Building Secure Container Images with Wolfi

Updated on October 5, 2023
Adrian Mouat
Adrian Mouat ( author )

Author of 'Using Docker'

Matt Turner
Matt Turner ( author )

DevOps Leader and Software Engineer at Tetrate

10 min read

As software developers create and deploy containerized applications, they need to be acutely aware of potential security vulnerabilities. Inadequate security measures can lead to data breaches, unauthorized access, and other cybersecurity threats. In this new GOTO Unscripted episode, Adrian Mouat and Matt Turner delve into the world of container image security and network trust. Matt shares his expertise on Chainguard tooling, emphasizing the practical benefits of image size reduction while Adrian explores the parallels between securing container images and implementing a zero-trust network strategy. They emphasize the importance of being explicit and concrete in both domains, highlighting the common thread of strong trust and identity-based authentication. This engaging conversation offers valuable insights for those navigating the complex landscape of containerization and network security.

Discussing Chainguard and Container Image Security

Adrian Mouat: Hi there, welcome to another episode of "GOTO Unscripted," and we're here at GOTO Amsterdam. I'm Adrian Mouat. I'm a technical community advocate at Chainguard, where we do stuff around securing the software supply chain, and I'm here with Matt Turner from Tetrate.

Matt Turner: Hi, I'm Matt Turner. I'm a software engineer at Tetrate. We help enterprises with service mesh, zero trust, and high compliance network security. So thanks for having me.

Adrian Mouat: Welcome. So I believe yesterday, you gave a talk on building images with the Chainguard tool.

Matt Turner: I did, ironically, given that you work there, and I don't.

Adrian Mouat: Could you give us a bit of an overview of what you talked about?

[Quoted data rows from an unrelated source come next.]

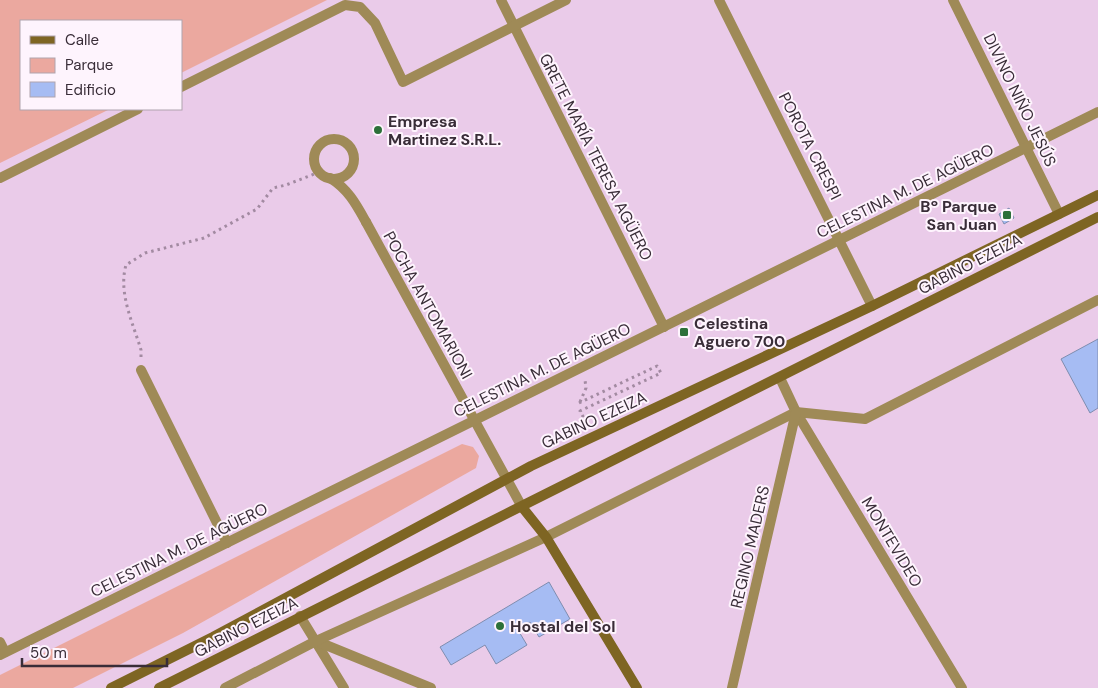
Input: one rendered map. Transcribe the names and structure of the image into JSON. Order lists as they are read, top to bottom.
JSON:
{
  "streets": {
    "main road": ["GABINO EZEIZA"],
    "street": [
      "DIVINO NIÑO JESÚS",
      "POROTA CRESPI",
      "GRETE MARÍA TERESA AGÜERO",
      "CELESTINA M. DE AGÜERO",
      "POCHA ANTOMARIONI",
      "MONTEVIDEO",
      "REGINO MADERS"
    ]
  },
  "crossings": [
    ["DIVINO NIÑO JESÚS", "CELESTINA M. DE AGÜERO"],
    ["DIVINO NIÑO JESÚS", "GABINO EZEIZA"],
    ["POROTA CRESPI", "CELESTINA M. DE AGÜERO"],
    ["POROTA CRESPI", "GABINO EZEIZA"],
    ["GRETE MARÍA TERESA AGÜERO", "CELESTINA M. DE AGÜERO"],
    ["CELESTINA M. DE AGÜERO", "POCHA ANTOMARIONI"],
    ["GABINO EZEIZA", "POCHA ANTOMARIONI"],
    ["GABINO EZEIZA", "MONTEVIDEO"],
    ["MONTEVIDEO", "REGINO MADERS"]
  ],
  "places": {
    "other": ["Empresa Martinez S.R.L.", "Hostal del Sol"],
    "transit": ["Bº Parque San Juan", "Celestina Aguero 700"]
  },
  "legend": ["Calle", "Parque", "Edificio"],
  "scale_bar": "50 m"
}
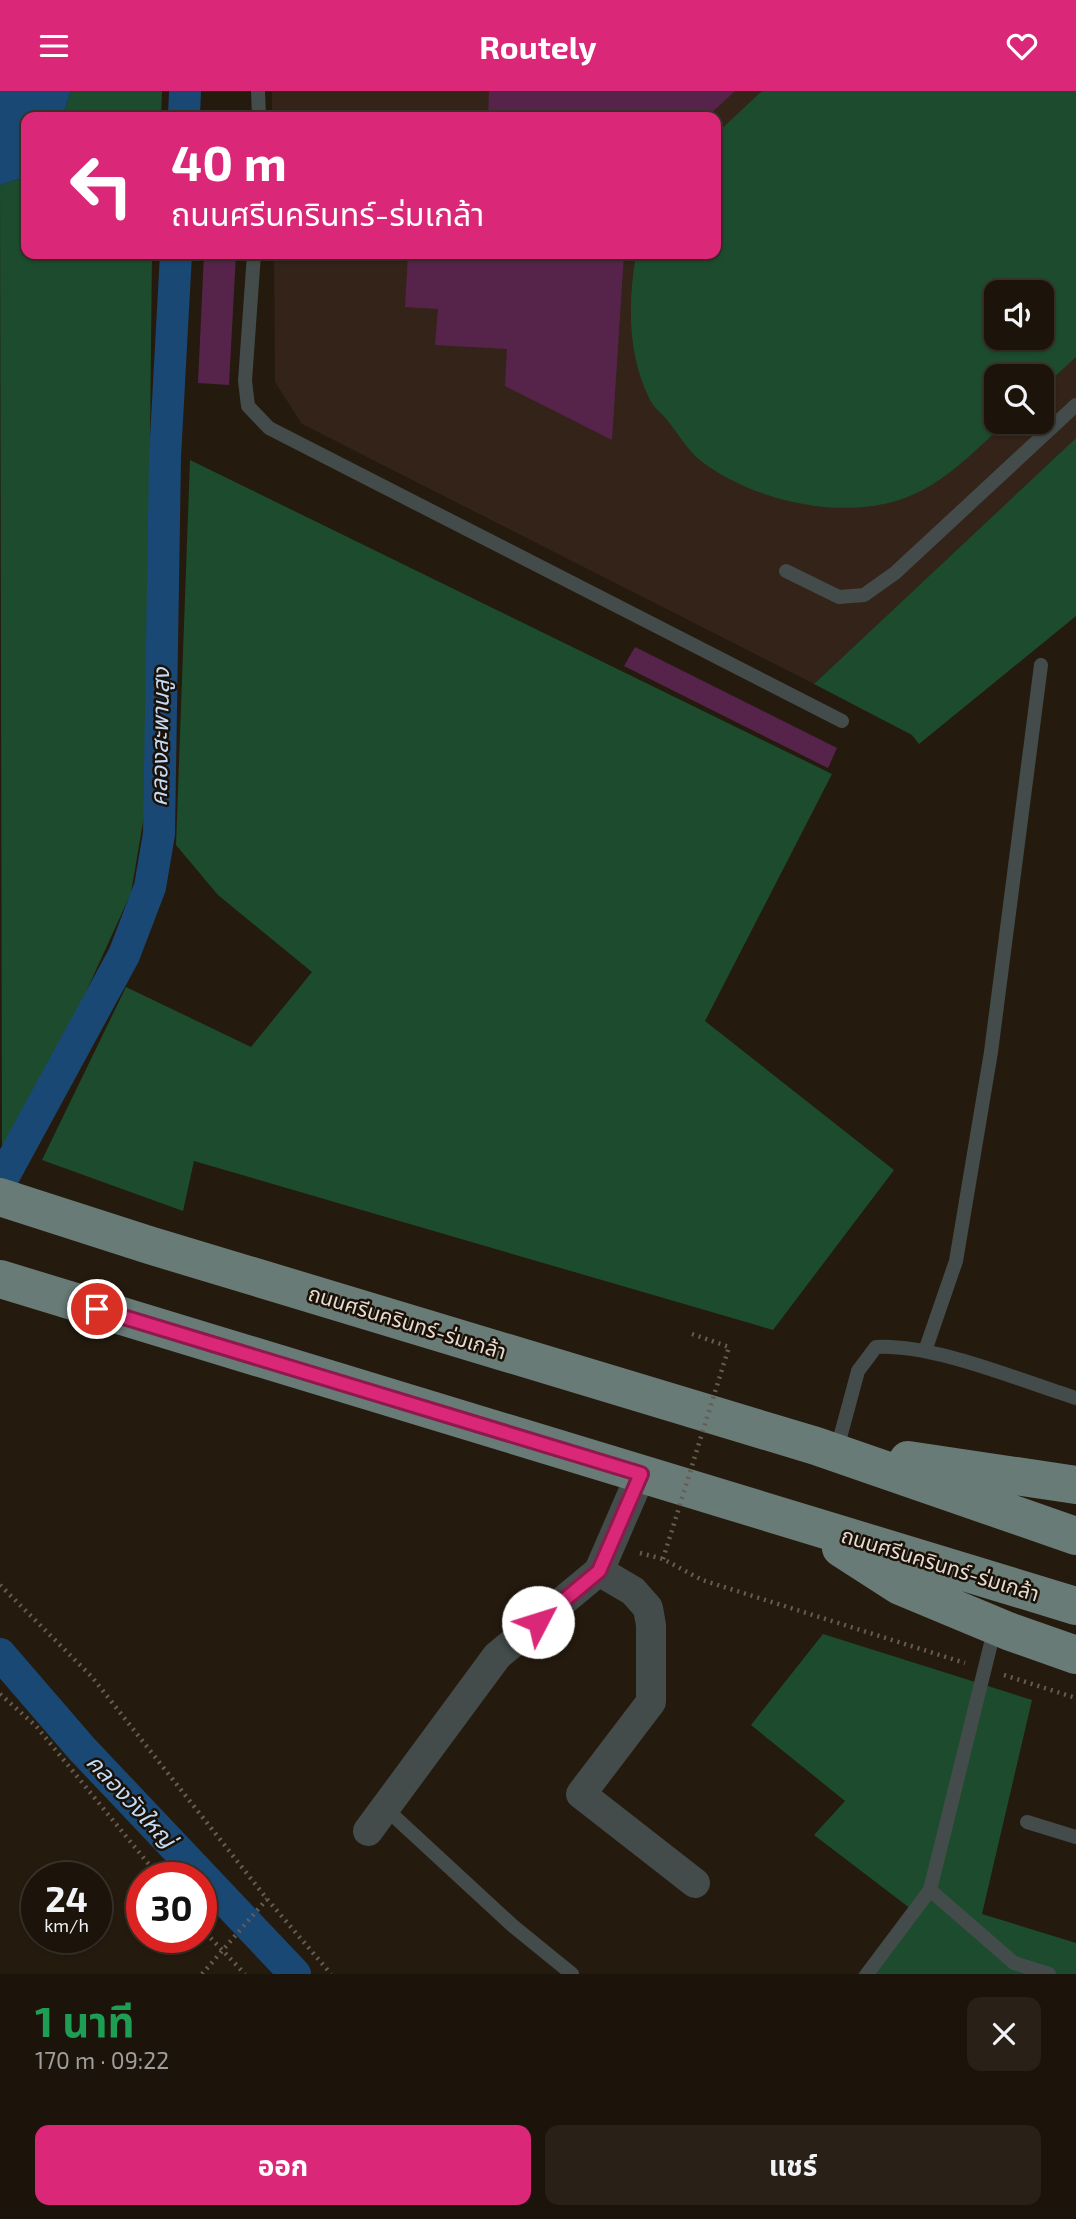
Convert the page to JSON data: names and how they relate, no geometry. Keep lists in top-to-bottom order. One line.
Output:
{"streets":{"main road":["ถนนศรีนครินทร์-ร่มเกล้า"]},"water":["คลองสะพานสูง","คลองวังใหญ่"],"page":{"header":"Routely","turn":["40 m","ถนนศรีนครินทร์-ร่มเกล้า"],"speed":"24 km/h","limit":"30","heading":["1 นาที","170 m · 09:22"],"buttons":["ออก","แชร์"]}}
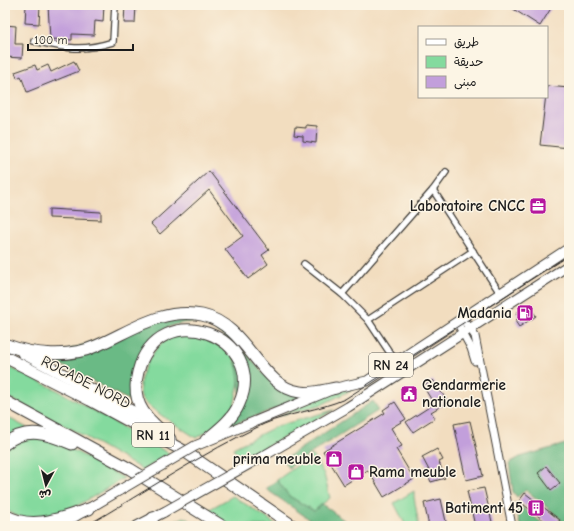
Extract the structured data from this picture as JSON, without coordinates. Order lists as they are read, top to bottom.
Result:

Matt Turner: I talked about how folks can use the new Chainguard tooling as an alternative to Dockerfile builds essentially. I know the company angle on this probably all to do with security and whatever, but for me, I presented quite a practical if you are using a Dockerfile, this is how you might change over. And I did talk about the advantages. I talked about how you can get smaller images. Talked about how you automatically get SBOMs, software bills of material, and signing and show folks how to build their own application into an APK package. And then how to take that APK and a few others from your Wolfi distribution, and turn those into a container image in a declarative, sort of, code first kind of way.

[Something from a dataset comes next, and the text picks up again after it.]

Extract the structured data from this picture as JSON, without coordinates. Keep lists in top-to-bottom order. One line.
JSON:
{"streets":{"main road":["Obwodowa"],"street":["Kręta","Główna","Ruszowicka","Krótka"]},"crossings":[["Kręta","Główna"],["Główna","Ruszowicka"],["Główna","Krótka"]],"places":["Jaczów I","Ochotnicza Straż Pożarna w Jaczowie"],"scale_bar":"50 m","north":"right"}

Advantages of Chainguard and Container Image Size Reduction

Adrian Mouat: That's amazing. As you said, I worked with some of these tools in my early days, and so I find it amazing that you're talking about it before even I am. You talked about a few of the advantages there. Is there any in particular that, sort of, attracted you to it in the first place?

Matt Turner: It's funny just that I was talking about it, because I sent Preben at GOTO a list of things that I could talk about, and most of them had to do with my job, right, about service meshes and networking and stuff. But I had just moved some of our images at Tetrate over to the Chainguard tooling. So I thought, well, you know, I know this stuff backward at the moment. I guess I could talk about that. It was like the fifth bullet point in my list, and he was like, "That one sounds interesting." So what was the question? What attracted me?

Adrian Mouat: Yes.

Matt Turner: I was actually trying to reduce image sizes. Again, I know security is, like, the big topic. I was actually trying to get some smaller images. We do a lot of Golang tooling, as you might imagine, and I was actually running a Kubernetes operator in Rust. I think I love Rust, and the Kubernetes created in Rust is really ergonomic. Really nice to write controllers. So I'd written that and both of those are or like to be static languages, but Golang is not. Golang tries to compile statically. It doesn't always manage and it can be a bit tricky. So I was having all the usual build and link time problems. The obvious answer is to just throw the kitchen sink at it to ship your Golang code in the Golang base image, which is meant to be a build image, or you end up trying to mess around with getting the correct version in libc in all the right places. So honestly, I just wanted the controller because I was trying to reduce that container image size because it was taking too long to load into all of our clusters.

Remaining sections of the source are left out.